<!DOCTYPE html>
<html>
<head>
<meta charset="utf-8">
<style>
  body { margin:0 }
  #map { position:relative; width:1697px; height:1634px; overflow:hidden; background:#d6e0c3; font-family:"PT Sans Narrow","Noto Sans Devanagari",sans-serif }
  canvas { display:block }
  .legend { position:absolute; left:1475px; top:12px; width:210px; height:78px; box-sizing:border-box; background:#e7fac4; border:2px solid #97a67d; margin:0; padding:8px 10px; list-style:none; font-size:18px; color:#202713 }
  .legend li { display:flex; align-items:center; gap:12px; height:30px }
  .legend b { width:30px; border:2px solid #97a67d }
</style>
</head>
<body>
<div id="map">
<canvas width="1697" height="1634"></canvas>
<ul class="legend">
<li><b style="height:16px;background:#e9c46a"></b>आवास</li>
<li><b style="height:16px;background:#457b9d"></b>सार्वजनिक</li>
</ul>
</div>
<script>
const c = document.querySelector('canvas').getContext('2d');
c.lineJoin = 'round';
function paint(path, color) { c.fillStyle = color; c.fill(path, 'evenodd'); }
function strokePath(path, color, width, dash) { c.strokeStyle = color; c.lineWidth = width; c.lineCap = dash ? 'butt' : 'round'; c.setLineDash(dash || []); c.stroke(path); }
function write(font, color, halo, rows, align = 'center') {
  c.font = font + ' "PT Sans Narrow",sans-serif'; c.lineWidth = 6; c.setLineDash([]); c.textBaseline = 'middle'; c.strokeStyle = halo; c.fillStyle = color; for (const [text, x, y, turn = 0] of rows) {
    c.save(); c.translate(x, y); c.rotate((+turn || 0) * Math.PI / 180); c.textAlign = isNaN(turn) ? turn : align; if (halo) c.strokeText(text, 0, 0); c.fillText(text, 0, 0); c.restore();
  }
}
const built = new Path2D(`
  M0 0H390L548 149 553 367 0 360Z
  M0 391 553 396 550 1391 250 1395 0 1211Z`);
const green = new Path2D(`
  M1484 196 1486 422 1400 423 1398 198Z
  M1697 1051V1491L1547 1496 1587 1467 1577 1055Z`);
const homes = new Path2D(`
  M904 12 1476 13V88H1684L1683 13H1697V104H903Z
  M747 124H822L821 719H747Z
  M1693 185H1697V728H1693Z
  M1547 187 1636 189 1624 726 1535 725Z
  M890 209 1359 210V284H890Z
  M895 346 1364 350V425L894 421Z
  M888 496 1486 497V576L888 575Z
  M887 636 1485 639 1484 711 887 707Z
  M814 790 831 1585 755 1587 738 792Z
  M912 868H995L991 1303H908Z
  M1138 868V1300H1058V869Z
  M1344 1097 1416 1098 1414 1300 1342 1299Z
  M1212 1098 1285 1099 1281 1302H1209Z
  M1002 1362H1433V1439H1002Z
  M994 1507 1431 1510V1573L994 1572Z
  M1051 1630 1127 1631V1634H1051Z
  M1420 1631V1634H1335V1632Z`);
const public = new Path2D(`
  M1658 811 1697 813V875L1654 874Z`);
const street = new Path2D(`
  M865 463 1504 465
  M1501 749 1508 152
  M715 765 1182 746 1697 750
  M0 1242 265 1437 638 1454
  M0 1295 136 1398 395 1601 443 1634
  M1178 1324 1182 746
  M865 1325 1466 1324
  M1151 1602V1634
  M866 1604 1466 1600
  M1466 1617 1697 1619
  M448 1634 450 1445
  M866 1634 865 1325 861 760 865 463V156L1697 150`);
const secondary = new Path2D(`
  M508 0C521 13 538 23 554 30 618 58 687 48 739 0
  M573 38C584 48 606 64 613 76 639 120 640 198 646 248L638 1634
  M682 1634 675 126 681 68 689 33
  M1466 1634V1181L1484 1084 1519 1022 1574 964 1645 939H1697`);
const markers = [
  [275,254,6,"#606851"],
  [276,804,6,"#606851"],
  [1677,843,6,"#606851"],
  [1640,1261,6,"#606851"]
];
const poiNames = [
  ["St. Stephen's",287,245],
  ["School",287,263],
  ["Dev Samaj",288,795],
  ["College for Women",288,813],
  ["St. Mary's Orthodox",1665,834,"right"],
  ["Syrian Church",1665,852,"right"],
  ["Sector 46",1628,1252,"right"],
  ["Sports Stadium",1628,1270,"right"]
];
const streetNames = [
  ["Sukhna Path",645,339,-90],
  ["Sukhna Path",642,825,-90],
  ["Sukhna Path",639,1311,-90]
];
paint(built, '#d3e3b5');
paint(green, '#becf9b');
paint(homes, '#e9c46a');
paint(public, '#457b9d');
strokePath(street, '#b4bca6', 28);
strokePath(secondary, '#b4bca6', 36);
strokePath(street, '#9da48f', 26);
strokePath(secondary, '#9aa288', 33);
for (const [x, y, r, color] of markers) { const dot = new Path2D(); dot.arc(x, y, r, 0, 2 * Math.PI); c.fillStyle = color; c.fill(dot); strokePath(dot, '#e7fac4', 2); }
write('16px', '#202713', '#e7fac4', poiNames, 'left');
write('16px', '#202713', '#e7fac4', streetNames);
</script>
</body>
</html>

· · · · · · ·

• ACTIVITY:
Look through the entries above, find each line containing "center", and copy it.

• TASK ANSWER:
  .legend li { display:flex; align-items:center; gap:12px; height:30px }
function write(font, color, halo, rows, align = 'center') {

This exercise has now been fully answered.